**Your goal**
Copy out each line of the material in which the word "function" appears.

**Dataset**

++++++

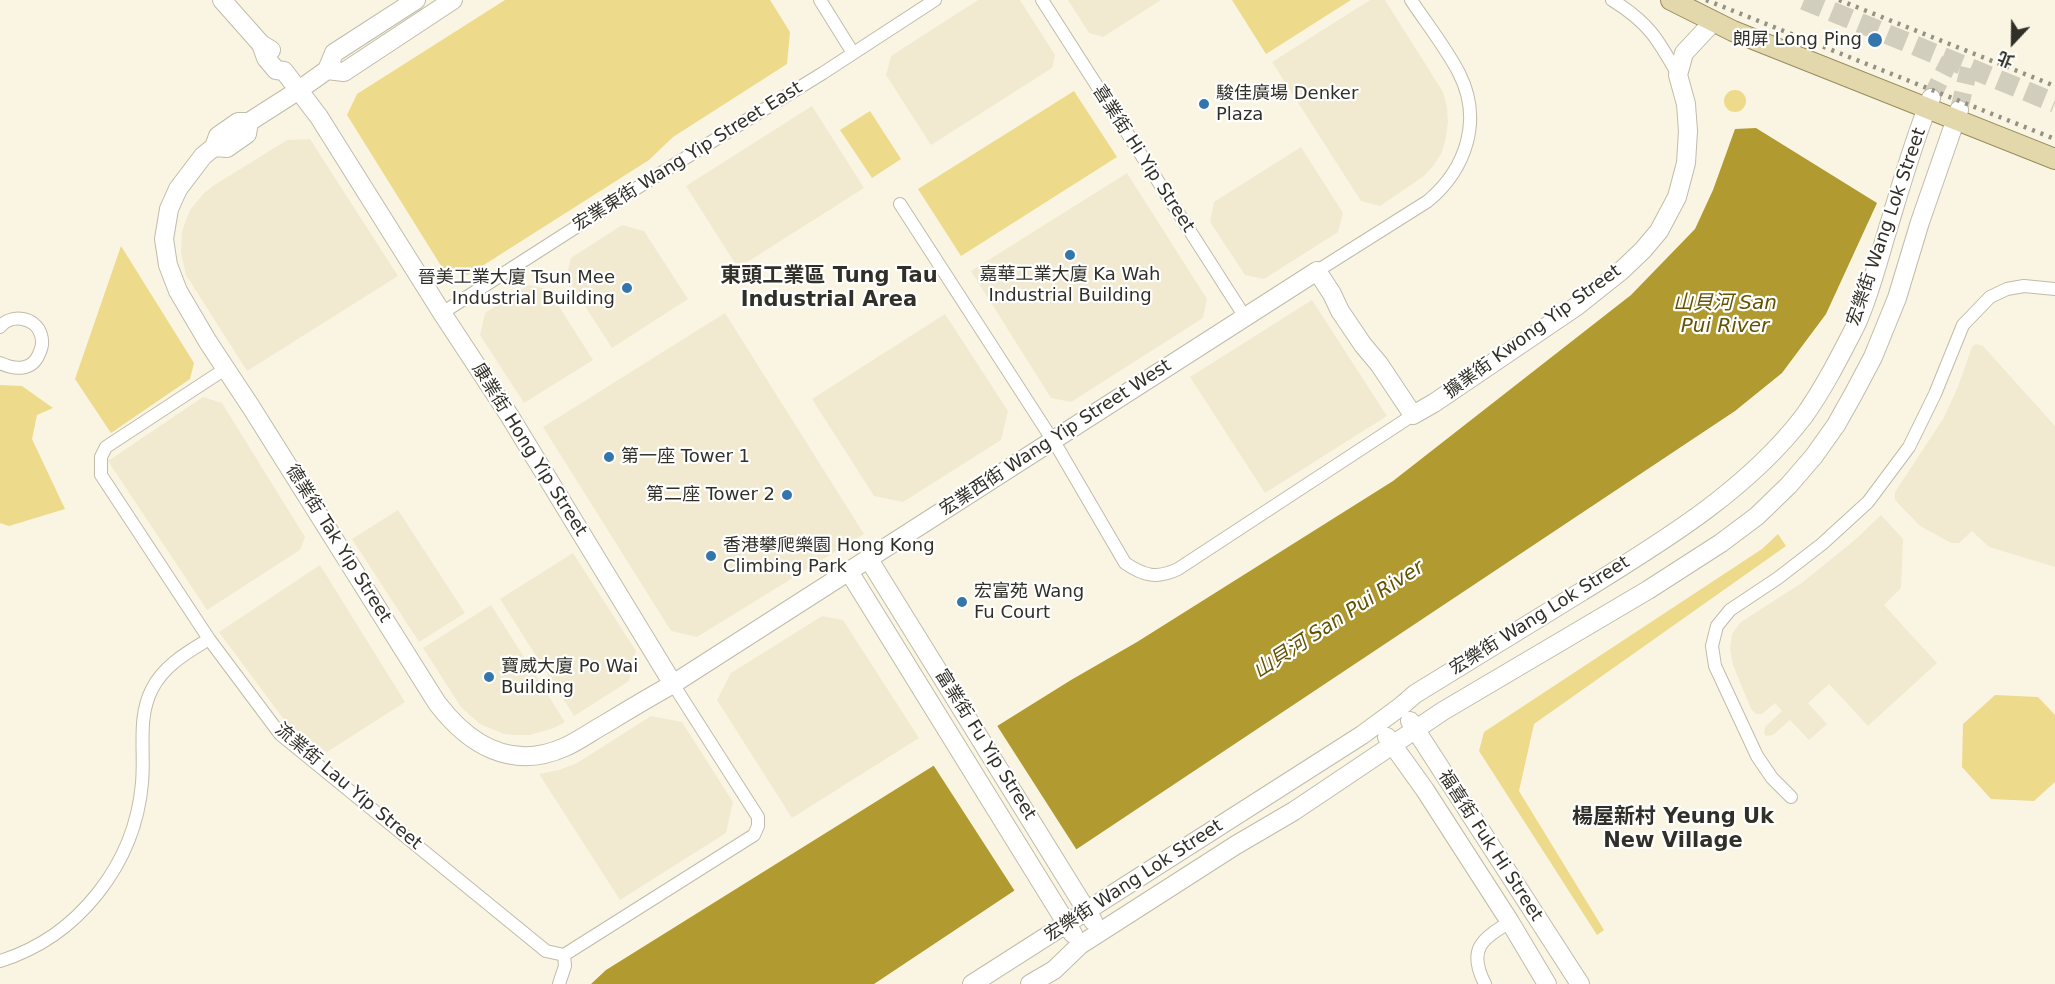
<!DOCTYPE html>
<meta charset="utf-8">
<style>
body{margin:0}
#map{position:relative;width:2055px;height:984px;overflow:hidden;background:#faf5e2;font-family:"DejaVu Sans","Noto Sans TC",sans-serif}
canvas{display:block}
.north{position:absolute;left:1983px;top:12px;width:60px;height:60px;-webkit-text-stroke:4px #fff;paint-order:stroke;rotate:202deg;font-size:16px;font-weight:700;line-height:24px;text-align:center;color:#313028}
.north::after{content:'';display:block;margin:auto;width:21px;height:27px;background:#313028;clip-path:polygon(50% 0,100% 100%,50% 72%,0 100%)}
</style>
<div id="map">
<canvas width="2055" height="984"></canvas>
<div class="north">北</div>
</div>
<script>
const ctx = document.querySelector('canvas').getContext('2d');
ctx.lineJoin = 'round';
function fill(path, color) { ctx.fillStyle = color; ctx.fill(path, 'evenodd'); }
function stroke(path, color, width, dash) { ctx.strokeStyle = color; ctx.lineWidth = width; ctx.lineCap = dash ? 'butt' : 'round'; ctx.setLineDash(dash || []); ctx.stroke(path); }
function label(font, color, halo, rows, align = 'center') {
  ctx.font = font + ' "DejaVu Sans","Noto Sans TC",sans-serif'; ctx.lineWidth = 4.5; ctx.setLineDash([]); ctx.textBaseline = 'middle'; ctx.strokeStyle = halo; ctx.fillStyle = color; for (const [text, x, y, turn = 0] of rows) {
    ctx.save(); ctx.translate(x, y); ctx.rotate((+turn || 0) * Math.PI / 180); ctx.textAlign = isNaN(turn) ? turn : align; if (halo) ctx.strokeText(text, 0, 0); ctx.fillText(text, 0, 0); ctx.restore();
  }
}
fill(new Path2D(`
 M978 0H1020L1055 55 1052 68 931 145 886 75 891 56Z
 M1068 0H1161L1103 37 1089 33Z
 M1370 0H1385L1443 92 1447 107 1448 122 1446 137 1442 152 1434 165 1424 176 1380 206 1361 201 1272 62Z
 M812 106 864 188 738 268 686 186Z
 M310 139 398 276 247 371 186 275 181 253 182 231 190 210 204 193 213 186 287 140Z
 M1301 147 1343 213 1338 232 1264 279 1245 275 1210 222 1214 202Z
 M1127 173 1207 299 1203 318 1071 402 1051 398 971 271Z
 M622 225 644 231 688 299 612 348 566 277 571 258Z
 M528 285 548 289 593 360 524 403 480 335 485 313Z
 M1312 300 1387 416 1265 493 1190 377Z
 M725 313 864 534 697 637 671 631 543 427Z
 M945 314 1008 411 1001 440 903 502 874 496 812 399Z
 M1976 344 1983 346 2055 426V567L1989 547 1972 531 1959 543H1951L1920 526 1895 500V492L1943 419 1957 389 1972 347Z
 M203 397 222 403 305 537 300 550 207 610 108 461Z
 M398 510 465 613 419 642 352 539Z
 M1881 515 1903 539 1901 588 1884 605 1937 663 1868 726 1829 684 1808 703 1827 724 1809 740 1790 720 1773 735 1766 736 1764 733 1765 727 1782 711 1775 703 1762 714H1756L1751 709 1733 665 1730 649 1732 634 1741 622 1803 582 1856 539Z
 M573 553 636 651 629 681 574 716 500 599Z
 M320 565 405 702 327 752 288 725 219 632Z
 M491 605 565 722 554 728 530 735H517L504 734 480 724 461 707 423 648Z
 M822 616 843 620 919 738 792 818 717 700 731 673Z
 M651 716 682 722 733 802 726 833 620 900 539 774 559 770 577 763Z`), '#f1ead0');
fill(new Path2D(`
 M505 0H770L790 32 787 64 673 137 649 160 468 275 443 269 347 115 357 94Z
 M1232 0H1351L1266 54Z
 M1724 101a11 11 0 1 1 22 0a11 11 0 1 1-22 0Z
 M1074 91 1117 157 961 256 918 189Z
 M870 111 901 159 872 178 840 130Z
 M121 246 194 363 190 379 111 433 75 379Z
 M0 385 22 386 53 408 37 415 32 439 65 509 9 526 0 523Z
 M1778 534 1786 546 1534 724 1519 791 1604 930 1597 935 1479 751 1484 732 1762 549Z
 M1995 695 2038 697 2055 715V782L2034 801 1991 799 1962 767 1963 724Z`), '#edda8b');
fill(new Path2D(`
 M1756 128 1877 203 1826 314 1782 373 1735 411 874 984H591L606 970 1071 680 1137 642 1393 481 1631 295 1695 229 1713 190 1735 129Z`), '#b19a2f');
fill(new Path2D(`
 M996 724 1078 852 1016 893 932 763Z`), '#faf5e2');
stroke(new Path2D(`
 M1931 98 1950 60
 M1959 110 1969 68`), '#d2cebd', 18, [18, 9]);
stroke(new Path2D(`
 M1804 0 2055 103`), '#d2cebd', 20, [20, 10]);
const street = new Path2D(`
 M820 0 853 53
 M1042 0 1245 317
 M1612 0C1648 22 1658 39 1678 75
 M900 204 1059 450 1125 563C1144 576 1157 579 1178 569L1413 415
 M1317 271 1428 201C1466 169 1483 120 1459 73 1446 48 1427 24 1411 0
 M442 313 640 186 823 73 935 0
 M0 327C11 313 36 317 41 335 43 341 42 348 39 354 32 371 15 370 0 363
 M225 369 106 447 101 457V475L209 639 280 734 546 951 564 955 754 835 758 826V817L673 684
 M1791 797 1772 778 1757 756 1715 666 1712 646 1717 626 1730 610 1778 578 1822 544 1868 502 1909 447 1935 394 1963 325 1990 297 2007 289 2024 286 2055 289
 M0 961C78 937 135 864 142 783 145 751 137 718 152 689 164 665 188 652 209 639
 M559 984 565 966 564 955
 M1485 984C1467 949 1482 939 1510 922`);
const secondary = new Path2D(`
 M222 0 261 44 271 50
 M416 0 334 53 327 70 299 90 249 122H238L218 136 214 147 203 156 178 189 169 209 164 239 168 265 178 291 208 342 251 407 437 703C469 745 512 771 565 747 579 741 592 731 605 724 628 710 650 697 673 684L1317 271 1332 294 1340 311 1363 345 1379 364 1413 415 1434 403 1577 306 1621 271 1643 250 1659 231 1677 197 1686 163 1688 131 1686 104 1678 75 1684 53 1713 22
 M261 44 266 58 276 70 284 71 319 117 442 313 509 415 673 684
 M327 70 344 72 453 0
 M214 147 227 148 247 134 249 122
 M868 558 1093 921
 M848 570 1073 934
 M1410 721 1580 984
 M1387 737 1425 790 1510 922 1547 984
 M972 984 1362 735 1400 707 1415 694C1471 660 1526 626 1581 592 1660 543 1747 491 1804 416 1824 388 1840 356 1856 325 1869 297 1877 265 1886 235 1900 189 1913 142 1931 98
 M1030 984 1054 970 1080 945 1236 845 1294 811 1443 711 1648 590 1721 543 1757 516 1789 485 1814 456 1836 425 1854 393 1873 357 1897 298 1920 222 1959 110`);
const primary = new Path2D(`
 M1671 0 1733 31 2055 159`);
stroke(street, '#c0bca9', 14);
stroke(secondary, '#c0bca9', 20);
stroke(primary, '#988c5a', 22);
stroke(street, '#fff', 12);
stroke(secondary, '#fff', 18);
stroke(primary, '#e3d8ac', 20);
stroke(new Path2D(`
 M1706 0 2055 139
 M1839 0 2055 86`), '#959284', 4.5, [3, 6]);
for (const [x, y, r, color] of [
 [1875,40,8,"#3476ac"],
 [1204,104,6,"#3476ac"],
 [1070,255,6,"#3476ac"],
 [627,288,6,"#3476ac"],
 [609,457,6,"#3476ac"],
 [787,495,6,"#3476ac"],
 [711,556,6,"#3476ac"],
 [962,602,6,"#3476ac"],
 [489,677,6,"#3476ac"]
]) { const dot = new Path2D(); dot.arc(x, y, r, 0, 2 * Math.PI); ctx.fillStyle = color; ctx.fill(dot); stroke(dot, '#fff', 2); }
label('18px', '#313028', '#fff', [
 ["朗屏 Long Ping",1862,40,"right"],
 ["駿佳廣場 Denker",1216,94],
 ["Plaza",1216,115],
 ["嘉華工業大廈 Ka Wah",1070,275,"center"],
 ["Industrial Building",1070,296,"center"],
 ["晉美工業大廈 Tsun Mee",615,278,"right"],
 ["Industrial Building",615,299,"right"],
 ["第一座 Tower 1",621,457],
 ["第二座 Tower 2",775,495,"right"],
 ["香港攀爬樂園 Hong Kong",723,546],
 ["Climbing Park",723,567],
 ["宏富苑 Wang",974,592],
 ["Fu Court",974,613],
 ["寶威大廈 Po Wai",501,667],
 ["Building",501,688]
], 'left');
label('18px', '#313028', '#fff', [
 ["宏業東街 Wang Yip Street East",688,157,-32],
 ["喜業街 Hi Yip Street",1143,159,57],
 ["宏樂街 Wang Lok Street",1887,227,-71],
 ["擴業街 Kwong Yip Street",1533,332,-36],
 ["宏業西街 Wang Yip Street West",1056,438,-33],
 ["康業街 Hong Yip Street",529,450,58],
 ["德業街 Tak Yip Street",338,544,58],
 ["宏樂街 Wang Lok Street",1540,616,-32],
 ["富業街 Fu Yip Street",985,745,58],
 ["流業街 Lau Yip Street",348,787,40],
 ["福喜街 Fuk Hi Street",1490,846,57],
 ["宏樂街 Wang Lok Street",1134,881,-33]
]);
label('italic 20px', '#635200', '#fff', [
 ["山貝河 San",1725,304],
 ["Pui River",1725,327],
 ["山貝河 San Pui River",1339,620,-33]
]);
label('bold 21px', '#313028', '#fff', [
 ["東頭工業區 Tung Tau",829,277],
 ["Industrial Area",829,301],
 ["楊屋新村 Yeung Uk",1673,818],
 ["New Village",1673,842]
]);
</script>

++++++

**Task response**
function fill(path, color) { ctx.fillStyle = color; ctx.fill(path, 'evenodd'); }
function stroke(path, color, width, dash) { ctx.strokeStyle = color; ctx.lineWidth = width; ctx.lineCap = dash ? 'butt' : 'round'; ctx.setLineDash(dash || []); ctx.stroke(path); }
function label(font, color, halo, rows, align = 'center') {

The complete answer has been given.